Output an exact reproduction of the data.

(Beginning of Data section)

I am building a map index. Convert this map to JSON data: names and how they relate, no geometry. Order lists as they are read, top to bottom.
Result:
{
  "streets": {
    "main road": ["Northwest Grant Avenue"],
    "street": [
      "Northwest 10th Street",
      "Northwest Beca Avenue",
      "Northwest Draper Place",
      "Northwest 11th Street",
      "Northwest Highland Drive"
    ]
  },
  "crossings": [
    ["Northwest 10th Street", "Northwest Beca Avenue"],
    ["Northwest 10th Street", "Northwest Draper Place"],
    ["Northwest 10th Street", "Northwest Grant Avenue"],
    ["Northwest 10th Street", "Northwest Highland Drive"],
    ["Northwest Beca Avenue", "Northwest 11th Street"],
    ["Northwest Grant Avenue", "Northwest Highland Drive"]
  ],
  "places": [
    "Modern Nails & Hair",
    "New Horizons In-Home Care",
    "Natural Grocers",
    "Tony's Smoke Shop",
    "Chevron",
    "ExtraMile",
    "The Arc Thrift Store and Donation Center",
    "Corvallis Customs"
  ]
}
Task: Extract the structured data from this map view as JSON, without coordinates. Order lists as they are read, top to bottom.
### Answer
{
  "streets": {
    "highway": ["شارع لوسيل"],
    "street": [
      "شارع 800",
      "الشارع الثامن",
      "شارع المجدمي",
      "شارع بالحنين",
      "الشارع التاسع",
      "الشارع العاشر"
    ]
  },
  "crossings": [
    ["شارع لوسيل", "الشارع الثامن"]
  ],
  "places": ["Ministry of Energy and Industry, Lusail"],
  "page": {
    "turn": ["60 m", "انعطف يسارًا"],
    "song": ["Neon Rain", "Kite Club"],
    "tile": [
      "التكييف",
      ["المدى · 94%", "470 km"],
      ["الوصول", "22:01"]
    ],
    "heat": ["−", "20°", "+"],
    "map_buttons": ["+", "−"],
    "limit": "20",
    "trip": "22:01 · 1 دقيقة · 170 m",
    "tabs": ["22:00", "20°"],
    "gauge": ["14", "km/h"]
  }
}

(End of Data section)

Solution
I am building a map index. Convert this map to JSON data: names and how they relate, no geometry. Order lists as they are read, top to bottom.
Result:
{
  "streets": {
    "main road": ["Northwest Grant Avenue"],
    "street": [
      "Northwest 10th Street",
      "Northwest Beca Avenue",
      "Northwest Draper Place",
      "Northwest 11th Street",
      "Northwest Highland Drive"
    ]
  },
  "crossings": [
    ["Northwest 10th Street", "Northwest Beca Avenue"],
    ["Northwest 10th Street", "Northwest Draper Place"],
    ["Northwest 10th Street", "Northwest Grant Avenue"],
    ["Northwest 10th Street", "Northwest Highland Drive"],
    ["Northwest Beca Avenue", "Northwest 11th Street"],
    ["Northwest Grant Avenue", "Northwest Highland Drive"]
  ],
  "places": [
    "Modern Nails & Hair",
    "New Horizons In-Home Care",
    "Natural Grocers",
    "Tony's Smoke Shop",
    "Chevron",
    "ExtraMile",
    "The Arc Thrift Store and Donation Center",
    "Corvallis Customs"
  ]
}
Task: Extract the structured data from this map view as JSON, without coordinates. Order lists as they are read, top to bottom.
### Answer
{
  "streets": {
    "highway": ["شارع لوسيل"],
    "street": [
      "شارع 800",
      "الشارع الثامن",
      "شارع المجدمي",
      "شارع بالحنين",
      "الشارع التاسع",
      "الشارع العاشر"
    ]
  },
  "crossings": [
    ["شارع لوسيل", "الشارع الثامن"]
  ],
  "places": ["Ministry of Energy and Industry, Lusail"],
  "page": {
    "turn": ["60 m", "انعطف يسارًا"],
    "song": ["Neon Rain", "Kite Club"],
    "tile": [
      "التكييف",
      ["المدى · 94%", "470 km"],
      ["الوصول", "22:01"]
    ],
    "heat": ["−", "20°", "+"],
    "map_buttons": ["+", "−"],
    "limit": "20",
    "trip": "22:01 · 1 دقيقة · 170 m",
    "tabs": ["22:00", "20°"],
    "gauge": ["14", "km/h"]
  }
}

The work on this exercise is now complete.